This article is based on an article from the Japanese edition of Engadget and was created using the translation tool Deepl.
NVIDIA announced its AI-based data compression technology for video conferencing at GPU Technology Conference 2020.
It reduces the amount of traffic to less than one-tenth of the standard H.264 compression, reduces block noise and other image quality degradation, even on slow lines, and even corrects off-camera eye contact and face-to-face eye contact.
NVIDIA's new AI Video Compression technology is optimized for video calling and conferencing and allows AI to learn human faces.
While traditional video conferencing software uses general-purpose video compression technology and sends the video in a sort of straightforward manner, NVIDIA's AI compression first recognizes the face in the camera footage locally and sends it to the other party as the original keyframe.
At the same time, multiple facial key points such as eyes, nose, and contour of each person on a video call are extracted, and after the keyframe, only the movements of these key points are transmitted. The receiver combines the movements of the key points in relation to the keyframe to "reconstruct" the movements and expressions of the face and can send a talking face with significantly less data than if the video were sent as is.
In short, it's a real-time applied version of the app that makes photos speak realistically and replaces faces. Keyframes are also fed in as needed, rather than just the first one, to prevent unnatural expressions after the reconstruction.

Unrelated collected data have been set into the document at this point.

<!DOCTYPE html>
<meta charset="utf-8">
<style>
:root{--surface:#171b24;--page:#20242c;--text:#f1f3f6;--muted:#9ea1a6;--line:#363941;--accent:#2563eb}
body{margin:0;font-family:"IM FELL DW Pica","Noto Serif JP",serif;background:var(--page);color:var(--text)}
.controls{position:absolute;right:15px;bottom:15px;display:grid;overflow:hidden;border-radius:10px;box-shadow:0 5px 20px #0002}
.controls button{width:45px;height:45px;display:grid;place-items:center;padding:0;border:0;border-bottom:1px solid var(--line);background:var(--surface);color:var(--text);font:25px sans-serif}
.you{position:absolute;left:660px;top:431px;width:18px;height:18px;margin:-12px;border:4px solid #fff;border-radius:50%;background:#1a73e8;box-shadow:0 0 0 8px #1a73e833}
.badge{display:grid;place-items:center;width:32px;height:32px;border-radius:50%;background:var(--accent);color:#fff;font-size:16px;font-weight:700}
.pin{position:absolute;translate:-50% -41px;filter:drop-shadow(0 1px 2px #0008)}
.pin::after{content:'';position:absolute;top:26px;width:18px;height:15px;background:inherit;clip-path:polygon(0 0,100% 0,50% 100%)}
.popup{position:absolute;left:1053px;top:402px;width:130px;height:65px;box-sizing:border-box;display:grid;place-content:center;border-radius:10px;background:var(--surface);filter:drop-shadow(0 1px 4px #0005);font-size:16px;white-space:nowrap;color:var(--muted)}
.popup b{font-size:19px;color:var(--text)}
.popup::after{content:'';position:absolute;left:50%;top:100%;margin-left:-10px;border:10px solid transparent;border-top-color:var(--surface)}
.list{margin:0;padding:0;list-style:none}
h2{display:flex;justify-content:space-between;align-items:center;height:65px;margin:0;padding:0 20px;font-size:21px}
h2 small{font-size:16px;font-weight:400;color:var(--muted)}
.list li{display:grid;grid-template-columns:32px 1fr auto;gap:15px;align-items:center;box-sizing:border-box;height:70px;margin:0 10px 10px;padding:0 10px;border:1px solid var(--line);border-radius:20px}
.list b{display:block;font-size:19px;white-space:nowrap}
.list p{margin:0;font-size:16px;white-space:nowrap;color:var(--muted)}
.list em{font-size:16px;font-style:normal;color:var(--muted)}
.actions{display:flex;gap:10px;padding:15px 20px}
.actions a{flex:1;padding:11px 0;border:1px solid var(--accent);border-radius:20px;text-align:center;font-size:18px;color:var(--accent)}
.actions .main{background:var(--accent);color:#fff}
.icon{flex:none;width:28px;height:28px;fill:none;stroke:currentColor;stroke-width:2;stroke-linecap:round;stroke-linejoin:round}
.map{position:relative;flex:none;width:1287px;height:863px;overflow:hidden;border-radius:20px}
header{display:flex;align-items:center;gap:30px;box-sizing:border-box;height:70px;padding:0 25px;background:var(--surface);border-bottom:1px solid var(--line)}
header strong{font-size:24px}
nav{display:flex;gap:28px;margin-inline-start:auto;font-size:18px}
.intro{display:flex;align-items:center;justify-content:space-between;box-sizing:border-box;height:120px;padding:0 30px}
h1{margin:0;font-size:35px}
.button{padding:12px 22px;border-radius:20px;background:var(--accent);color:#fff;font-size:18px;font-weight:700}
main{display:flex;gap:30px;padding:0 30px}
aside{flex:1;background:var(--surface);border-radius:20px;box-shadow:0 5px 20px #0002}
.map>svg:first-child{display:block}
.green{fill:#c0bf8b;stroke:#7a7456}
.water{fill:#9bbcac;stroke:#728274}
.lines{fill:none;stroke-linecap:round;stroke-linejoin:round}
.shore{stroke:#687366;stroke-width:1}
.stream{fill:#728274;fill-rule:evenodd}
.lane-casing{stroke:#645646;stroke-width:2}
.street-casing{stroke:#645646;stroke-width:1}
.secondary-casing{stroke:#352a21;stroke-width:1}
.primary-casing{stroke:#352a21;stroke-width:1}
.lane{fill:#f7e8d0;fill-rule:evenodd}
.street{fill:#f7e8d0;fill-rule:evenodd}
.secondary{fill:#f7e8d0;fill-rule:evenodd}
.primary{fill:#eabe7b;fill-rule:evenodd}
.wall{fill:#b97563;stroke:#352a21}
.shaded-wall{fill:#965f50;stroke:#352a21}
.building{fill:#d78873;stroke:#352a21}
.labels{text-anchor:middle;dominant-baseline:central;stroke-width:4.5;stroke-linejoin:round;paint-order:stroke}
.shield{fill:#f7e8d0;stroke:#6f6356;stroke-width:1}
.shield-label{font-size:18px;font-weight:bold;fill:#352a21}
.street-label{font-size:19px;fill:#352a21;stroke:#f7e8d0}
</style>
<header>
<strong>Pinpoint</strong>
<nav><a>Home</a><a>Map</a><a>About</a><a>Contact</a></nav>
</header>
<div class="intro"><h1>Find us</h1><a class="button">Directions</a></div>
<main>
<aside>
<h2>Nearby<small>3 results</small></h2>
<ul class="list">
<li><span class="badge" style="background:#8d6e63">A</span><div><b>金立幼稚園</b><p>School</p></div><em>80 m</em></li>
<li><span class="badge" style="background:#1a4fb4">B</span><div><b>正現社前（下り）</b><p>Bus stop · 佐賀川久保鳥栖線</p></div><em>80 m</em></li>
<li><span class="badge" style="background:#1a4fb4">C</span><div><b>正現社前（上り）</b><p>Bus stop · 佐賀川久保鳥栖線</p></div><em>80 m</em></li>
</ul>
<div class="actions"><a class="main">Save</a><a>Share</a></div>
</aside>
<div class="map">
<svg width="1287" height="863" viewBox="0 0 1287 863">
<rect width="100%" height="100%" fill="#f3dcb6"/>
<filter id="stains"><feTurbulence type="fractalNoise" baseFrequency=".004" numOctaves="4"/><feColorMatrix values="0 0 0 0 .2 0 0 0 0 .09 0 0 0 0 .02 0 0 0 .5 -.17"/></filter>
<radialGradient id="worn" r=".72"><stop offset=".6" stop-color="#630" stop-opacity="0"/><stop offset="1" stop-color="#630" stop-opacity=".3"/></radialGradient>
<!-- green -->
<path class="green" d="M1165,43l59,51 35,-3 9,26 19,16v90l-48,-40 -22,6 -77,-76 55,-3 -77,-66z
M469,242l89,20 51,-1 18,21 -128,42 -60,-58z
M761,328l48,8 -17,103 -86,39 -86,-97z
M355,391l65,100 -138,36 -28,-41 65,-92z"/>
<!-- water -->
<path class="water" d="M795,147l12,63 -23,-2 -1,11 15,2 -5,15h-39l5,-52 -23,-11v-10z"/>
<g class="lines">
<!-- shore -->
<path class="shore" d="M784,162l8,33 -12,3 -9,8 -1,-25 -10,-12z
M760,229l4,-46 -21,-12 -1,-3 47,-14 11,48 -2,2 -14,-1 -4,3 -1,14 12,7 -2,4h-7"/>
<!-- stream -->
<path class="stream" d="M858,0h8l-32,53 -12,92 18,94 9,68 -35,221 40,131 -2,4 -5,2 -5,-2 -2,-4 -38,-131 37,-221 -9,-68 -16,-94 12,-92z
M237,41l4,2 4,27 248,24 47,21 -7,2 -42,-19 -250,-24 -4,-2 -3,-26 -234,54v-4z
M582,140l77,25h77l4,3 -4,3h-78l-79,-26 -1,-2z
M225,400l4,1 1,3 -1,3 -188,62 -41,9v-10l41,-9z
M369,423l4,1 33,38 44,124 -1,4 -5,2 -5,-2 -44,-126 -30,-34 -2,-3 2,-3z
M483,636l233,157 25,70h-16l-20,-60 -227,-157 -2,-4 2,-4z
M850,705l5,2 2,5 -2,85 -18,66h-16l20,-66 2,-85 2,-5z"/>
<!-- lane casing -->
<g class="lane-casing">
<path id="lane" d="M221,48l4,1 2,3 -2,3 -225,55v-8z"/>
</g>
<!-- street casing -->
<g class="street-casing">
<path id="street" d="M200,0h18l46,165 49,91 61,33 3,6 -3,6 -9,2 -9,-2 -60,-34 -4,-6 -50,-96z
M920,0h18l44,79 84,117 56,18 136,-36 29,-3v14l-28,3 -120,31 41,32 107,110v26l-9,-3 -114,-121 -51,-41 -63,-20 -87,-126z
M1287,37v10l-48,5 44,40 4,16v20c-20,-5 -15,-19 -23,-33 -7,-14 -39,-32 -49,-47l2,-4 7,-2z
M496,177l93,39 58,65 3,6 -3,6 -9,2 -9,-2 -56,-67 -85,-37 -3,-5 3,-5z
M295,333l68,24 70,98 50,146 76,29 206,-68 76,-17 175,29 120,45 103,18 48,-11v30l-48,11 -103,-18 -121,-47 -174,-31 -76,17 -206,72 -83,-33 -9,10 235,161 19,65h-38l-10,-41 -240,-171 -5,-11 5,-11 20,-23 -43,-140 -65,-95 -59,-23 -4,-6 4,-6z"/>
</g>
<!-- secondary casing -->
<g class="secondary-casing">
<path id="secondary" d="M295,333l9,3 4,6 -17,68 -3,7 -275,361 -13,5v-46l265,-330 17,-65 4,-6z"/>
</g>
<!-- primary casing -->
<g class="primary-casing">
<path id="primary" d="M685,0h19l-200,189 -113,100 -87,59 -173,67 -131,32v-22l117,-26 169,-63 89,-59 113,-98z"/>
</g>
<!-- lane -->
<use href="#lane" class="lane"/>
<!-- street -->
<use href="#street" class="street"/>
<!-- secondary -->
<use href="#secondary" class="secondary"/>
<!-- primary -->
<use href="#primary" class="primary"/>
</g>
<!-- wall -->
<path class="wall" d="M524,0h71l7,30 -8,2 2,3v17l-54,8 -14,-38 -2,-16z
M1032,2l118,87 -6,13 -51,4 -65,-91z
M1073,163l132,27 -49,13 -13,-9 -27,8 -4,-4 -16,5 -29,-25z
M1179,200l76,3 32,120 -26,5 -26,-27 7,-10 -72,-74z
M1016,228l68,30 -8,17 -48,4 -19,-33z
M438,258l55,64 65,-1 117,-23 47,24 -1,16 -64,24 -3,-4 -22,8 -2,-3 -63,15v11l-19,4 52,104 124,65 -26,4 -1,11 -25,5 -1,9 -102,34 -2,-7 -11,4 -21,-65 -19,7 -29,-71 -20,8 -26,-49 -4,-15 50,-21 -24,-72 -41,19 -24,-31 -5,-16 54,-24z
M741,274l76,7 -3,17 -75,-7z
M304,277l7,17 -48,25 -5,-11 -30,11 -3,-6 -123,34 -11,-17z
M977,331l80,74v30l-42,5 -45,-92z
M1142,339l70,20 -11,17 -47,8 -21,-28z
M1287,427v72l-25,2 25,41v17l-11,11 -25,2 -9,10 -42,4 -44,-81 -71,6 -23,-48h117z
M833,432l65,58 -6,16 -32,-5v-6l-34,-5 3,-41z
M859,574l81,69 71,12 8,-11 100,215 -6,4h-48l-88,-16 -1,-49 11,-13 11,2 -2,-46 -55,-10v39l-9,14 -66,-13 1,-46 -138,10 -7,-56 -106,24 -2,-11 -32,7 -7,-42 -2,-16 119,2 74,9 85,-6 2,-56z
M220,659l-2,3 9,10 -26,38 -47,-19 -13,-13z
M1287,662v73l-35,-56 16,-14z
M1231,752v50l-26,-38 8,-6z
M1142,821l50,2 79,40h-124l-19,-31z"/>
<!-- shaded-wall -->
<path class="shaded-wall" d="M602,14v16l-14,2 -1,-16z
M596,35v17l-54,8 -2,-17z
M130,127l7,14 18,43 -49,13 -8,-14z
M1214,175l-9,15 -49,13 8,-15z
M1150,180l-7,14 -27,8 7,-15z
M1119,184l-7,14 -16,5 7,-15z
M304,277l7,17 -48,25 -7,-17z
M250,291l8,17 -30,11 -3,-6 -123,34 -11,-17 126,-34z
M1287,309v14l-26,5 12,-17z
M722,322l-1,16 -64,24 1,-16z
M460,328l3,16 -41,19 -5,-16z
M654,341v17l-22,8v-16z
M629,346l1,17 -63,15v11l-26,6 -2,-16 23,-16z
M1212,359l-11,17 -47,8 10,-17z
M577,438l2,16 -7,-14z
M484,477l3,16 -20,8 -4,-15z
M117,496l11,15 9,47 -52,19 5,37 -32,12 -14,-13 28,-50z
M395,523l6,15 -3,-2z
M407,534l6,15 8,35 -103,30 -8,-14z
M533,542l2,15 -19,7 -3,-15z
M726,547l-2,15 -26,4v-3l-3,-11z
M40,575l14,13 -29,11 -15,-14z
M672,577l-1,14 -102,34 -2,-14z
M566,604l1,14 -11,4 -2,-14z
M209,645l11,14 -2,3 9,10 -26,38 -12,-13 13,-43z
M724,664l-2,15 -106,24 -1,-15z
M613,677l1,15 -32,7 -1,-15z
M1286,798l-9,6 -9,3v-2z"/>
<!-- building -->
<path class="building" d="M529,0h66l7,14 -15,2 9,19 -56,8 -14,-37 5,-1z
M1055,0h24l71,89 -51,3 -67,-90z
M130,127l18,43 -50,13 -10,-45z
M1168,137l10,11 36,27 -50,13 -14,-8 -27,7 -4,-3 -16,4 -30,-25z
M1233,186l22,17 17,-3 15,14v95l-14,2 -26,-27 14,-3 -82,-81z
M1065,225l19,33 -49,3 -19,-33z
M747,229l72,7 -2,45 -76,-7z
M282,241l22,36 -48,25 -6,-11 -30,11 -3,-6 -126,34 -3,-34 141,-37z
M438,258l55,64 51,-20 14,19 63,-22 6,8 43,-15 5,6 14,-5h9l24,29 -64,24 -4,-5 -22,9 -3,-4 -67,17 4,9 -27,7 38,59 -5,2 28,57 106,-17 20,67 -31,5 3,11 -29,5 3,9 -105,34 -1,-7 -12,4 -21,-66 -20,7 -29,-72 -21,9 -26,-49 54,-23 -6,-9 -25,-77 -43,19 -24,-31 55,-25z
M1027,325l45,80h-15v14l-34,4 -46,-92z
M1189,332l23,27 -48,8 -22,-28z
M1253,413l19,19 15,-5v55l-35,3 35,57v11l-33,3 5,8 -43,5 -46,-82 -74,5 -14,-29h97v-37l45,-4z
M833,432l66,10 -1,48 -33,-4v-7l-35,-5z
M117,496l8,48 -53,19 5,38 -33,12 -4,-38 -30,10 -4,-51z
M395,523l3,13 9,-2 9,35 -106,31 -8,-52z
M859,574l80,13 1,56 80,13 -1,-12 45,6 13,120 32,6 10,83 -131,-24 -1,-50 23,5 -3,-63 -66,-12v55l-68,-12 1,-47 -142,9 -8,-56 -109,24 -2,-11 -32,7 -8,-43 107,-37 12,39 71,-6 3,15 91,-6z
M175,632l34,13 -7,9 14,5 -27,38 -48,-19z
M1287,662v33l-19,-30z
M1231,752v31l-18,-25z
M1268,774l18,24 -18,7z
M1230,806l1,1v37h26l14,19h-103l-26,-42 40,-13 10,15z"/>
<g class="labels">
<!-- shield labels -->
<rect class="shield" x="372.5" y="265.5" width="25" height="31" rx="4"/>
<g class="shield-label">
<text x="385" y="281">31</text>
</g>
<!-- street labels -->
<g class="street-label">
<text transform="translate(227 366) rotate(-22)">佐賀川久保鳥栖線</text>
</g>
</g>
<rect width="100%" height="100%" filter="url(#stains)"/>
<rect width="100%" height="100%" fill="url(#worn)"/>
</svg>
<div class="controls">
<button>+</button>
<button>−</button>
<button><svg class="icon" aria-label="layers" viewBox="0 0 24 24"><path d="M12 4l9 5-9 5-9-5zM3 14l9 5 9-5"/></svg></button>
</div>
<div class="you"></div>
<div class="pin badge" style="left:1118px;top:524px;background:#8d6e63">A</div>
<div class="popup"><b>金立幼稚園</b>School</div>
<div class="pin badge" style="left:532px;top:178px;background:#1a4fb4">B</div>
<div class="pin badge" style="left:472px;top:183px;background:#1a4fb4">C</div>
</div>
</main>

While it only "compresses" faces and general video conferencing footage, it can be used even when wearing masks, glasses, etc. According to NVIDIA, the technology can achieve dramatic data savings of 1/10 or 1/100th of the H.264 codec ratio.
Because the video itself doesn't need to be constantly transmitted, the technology also doesn't break up images with noises like typical general-purpose video compression, even on extremely slow lines.
In the example of the demo, the amount of data below the wobbly H.264 compression was able to show natural movement with little noise.
In essence, it's similar to performance capture, where the "model of the moving face" and the "facial expression capture data" are acquired at the same time, so it's possible to move the eyes and change the direction of the face during reconstruction.
In the example of the demo, it was modified from looking away from the camera because the user was gazing at the screen to looking straight at the camera, or the person on the other end of the line.
Similarly, it can be used as a technique to make an avatar or character speak by making the keyframe another image or 3D model instead of your own face.
NVIDIA's AI Video Compression technology will be available as part of NVIDIA Maxine, a cloud AI-based video streaming platform that combines other technologies such as super-resolution for low-resolution video, audio denoising, real-time translation, and virtual backgrounds.
This article is based on an article from the Japanese edition of Engadget and was created using the translation tool Deepl. The Japanese edition of Engadget does not guarantee the accuracy or reliability of this article.